Without changing a single character, write out every record below.
[SOURCE RECORDS Boundary: Start]
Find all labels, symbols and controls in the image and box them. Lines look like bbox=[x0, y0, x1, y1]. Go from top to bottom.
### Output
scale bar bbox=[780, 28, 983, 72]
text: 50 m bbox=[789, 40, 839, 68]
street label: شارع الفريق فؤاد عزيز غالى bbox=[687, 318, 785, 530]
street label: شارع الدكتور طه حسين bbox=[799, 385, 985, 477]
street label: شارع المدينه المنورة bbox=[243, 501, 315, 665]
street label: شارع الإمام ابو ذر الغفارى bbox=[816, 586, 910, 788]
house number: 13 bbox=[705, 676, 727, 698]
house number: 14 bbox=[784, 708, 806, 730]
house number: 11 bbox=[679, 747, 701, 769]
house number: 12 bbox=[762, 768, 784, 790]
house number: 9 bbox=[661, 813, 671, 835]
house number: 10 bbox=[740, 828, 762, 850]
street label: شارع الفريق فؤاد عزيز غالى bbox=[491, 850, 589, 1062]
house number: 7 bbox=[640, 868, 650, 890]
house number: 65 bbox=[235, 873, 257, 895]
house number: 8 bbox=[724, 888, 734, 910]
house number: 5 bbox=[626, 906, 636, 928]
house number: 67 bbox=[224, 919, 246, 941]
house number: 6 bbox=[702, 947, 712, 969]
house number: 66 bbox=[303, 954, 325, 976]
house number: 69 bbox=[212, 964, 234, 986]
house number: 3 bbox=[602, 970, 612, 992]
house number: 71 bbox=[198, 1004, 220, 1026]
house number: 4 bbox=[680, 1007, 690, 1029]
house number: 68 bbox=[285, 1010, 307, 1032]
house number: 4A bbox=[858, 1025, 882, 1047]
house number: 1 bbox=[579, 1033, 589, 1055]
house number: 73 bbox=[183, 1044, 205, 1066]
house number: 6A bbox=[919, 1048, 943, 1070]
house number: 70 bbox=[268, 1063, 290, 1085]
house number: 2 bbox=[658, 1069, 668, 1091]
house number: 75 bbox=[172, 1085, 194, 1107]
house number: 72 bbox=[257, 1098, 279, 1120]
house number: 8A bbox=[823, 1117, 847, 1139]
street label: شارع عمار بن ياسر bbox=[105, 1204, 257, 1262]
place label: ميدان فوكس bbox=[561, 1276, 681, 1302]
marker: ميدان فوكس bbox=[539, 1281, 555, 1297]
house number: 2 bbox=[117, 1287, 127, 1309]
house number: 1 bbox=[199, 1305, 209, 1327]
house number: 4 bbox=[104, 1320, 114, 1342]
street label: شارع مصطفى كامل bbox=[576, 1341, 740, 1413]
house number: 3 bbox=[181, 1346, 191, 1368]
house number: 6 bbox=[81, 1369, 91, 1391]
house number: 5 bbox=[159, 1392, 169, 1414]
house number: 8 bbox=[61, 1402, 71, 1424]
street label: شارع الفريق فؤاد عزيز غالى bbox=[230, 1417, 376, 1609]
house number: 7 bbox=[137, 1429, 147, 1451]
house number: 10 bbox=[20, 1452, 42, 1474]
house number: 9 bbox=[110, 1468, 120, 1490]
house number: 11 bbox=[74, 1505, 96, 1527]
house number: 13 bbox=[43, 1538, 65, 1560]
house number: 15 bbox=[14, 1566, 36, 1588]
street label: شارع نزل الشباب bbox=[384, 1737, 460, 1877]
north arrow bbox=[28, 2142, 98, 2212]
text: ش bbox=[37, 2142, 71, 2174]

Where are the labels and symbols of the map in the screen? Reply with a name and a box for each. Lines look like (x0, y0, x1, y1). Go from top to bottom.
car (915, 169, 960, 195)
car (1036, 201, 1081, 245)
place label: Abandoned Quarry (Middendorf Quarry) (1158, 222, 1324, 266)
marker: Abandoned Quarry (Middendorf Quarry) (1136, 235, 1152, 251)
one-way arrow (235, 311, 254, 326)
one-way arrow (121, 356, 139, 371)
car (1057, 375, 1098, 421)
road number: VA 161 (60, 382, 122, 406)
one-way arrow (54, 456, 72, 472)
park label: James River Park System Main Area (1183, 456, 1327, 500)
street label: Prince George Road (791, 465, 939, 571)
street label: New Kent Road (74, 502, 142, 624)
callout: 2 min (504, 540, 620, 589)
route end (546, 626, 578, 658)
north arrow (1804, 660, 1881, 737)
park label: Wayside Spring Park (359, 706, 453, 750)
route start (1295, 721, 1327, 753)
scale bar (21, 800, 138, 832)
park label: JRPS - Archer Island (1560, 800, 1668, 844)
[SOURCE RECORDS Boundary: End]
## TASK ANSWER
Find all labels, symbols and controls in the image and box them. Lines look like bbox=[x0, y0, x1, y1]. Go from top to bottom.
### Output
scale bar bbox=[780, 28, 983, 72]
text: 50 m bbox=[789, 40, 839, 68]
street label: شارع الفريق فؤاد عزيز غالى bbox=[687, 318, 785, 530]
street label: شارع الدكتور طه حسين bbox=[799, 385, 985, 477]
street label: شارع المدينه المنورة bbox=[243, 501, 315, 665]
street label: شارع الإمام ابو ذر الغفارى bbox=[816, 586, 910, 788]
house number: 13 bbox=[705, 676, 727, 698]
house number: 14 bbox=[784, 708, 806, 730]
house number: 11 bbox=[679, 747, 701, 769]
house number: 12 bbox=[762, 768, 784, 790]
house number: 9 bbox=[661, 813, 671, 835]
house number: 10 bbox=[740, 828, 762, 850]
street label: شارع الفريق فؤاد عزيز غالى bbox=[491, 850, 589, 1062]
house number: 7 bbox=[640, 868, 650, 890]
house number: 65 bbox=[235, 873, 257, 895]
house number: 8 bbox=[724, 888, 734, 910]
house number: 5 bbox=[626, 906, 636, 928]
house number: 67 bbox=[224, 919, 246, 941]
house number: 6 bbox=[702, 947, 712, 969]
house number: 66 bbox=[303, 954, 325, 976]
house number: 69 bbox=[212, 964, 234, 986]
house number: 3 bbox=[602, 970, 612, 992]
house number: 71 bbox=[198, 1004, 220, 1026]
house number: 4 bbox=[680, 1007, 690, 1029]
house number: 68 bbox=[285, 1010, 307, 1032]
house number: 4A bbox=[858, 1025, 882, 1047]
house number: 1 bbox=[579, 1033, 589, 1055]
house number: 73 bbox=[183, 1044, 205, 1066]
house number: 6A bbox=[919, 1048, 943, 1070]
house number: 70 bbox=[268, 1063, 290, 1085]
house number: 2 bbox=[658, 1069, 668, 1091]
house number: 75 bbox=[172, 1085, 194, 1107]
house number: 72 bbox=[257, 1098, 279, 1120]
house number: 8A bbox=[823, 1117, 847, 1139]
street label: شارع عمار بن ياسر bbox=[105, 1204, 257, 1262]
place label: ميدان فوكس bbox=[561, 1276, 681, 1302]
marker: ميدان فوكس bbox=[539, 1281, 555, 1297]
house number: 2 bbox=[117, 1287, 127, 1309]
house number: 1 bbox=[199, 1305, 209, 1327]
house number: 4 bbox=[104, 1320, 114, 1342]
street label: شارع مصطفى كامل bbox=[576, 1341, 740, 1413]
house number: 3 bbox=[181, 1346, 191, 1368]
house number: 6 bbox=[81, 1369, 91, 1391]
house number: 5 bbox=[159, 1392, 169, 1414]
house number: 8 bbox=[61, 1402, 71, 1424]
street label: شارع الفريق فؤاد عزيز غالى bbox=[230, 1417, 376, 1609]
house number: 7 bbox=[137, 1429, 147, 1451]
house number: 10 bbox=[20, 1452, 42, 1474]
house number: 9 bbox=[110, 1468, 120, 1490]
house number: 11 bbox=[74, 1505, 96, 1527]
house number: 13 bbox=[43, 1538, 65, 1560]
house number: 15 bbox=[14, 1566, 36, 1588]
street label: شارع نزل الشباب bbox=[384, 1737, 460, 1877]
north arrow bbox=[28, 2142, 98, 2212]
text: ش bbox=[37, 2142, 71, 2174]

Where are the labels and symbols of the map in the screen? Reply with a name and a box for each. Lines look like (x0, y0, x1, y1). Go from top to bottom.
car (915, 169, 960, 195)
car (1036, 201, 1081, 245)
place label: Abandoned Quarry (Middendorf Quarry) (1158, 222, 1324, 266)
marker: Abandoned Quarry (Middendorf Quarry) (1136, 235, 1152, 251)
one-way arrow (235, 311, 254, 326)
one-way arrow (121, 356, 139, 371)
car (1057, 375, 1098, 421)
road number: VA 161 (60, 382, 122, 406)
one-way arrow (54, 456, 72, 472)
park label: James River Park System Main Area (1183, 456, 1327, 500)
street label: Prince George Road (791, 465, 939, 571)
street label: New Kent Road (74, 502, 142, 624)
callout: 2 min (504, 540, 620, 589)
route end (546, 626, 578, 658)
north arrow (1804, 660, 1881, 737)
park label: Wayside Spring Park (359, 706, 453, 750)
route start (1295, 721, 1327, 753)
scale bar (21, 800, 138, 832)
park label: JRPS - Archer Island (1560, 800, 1668, 844)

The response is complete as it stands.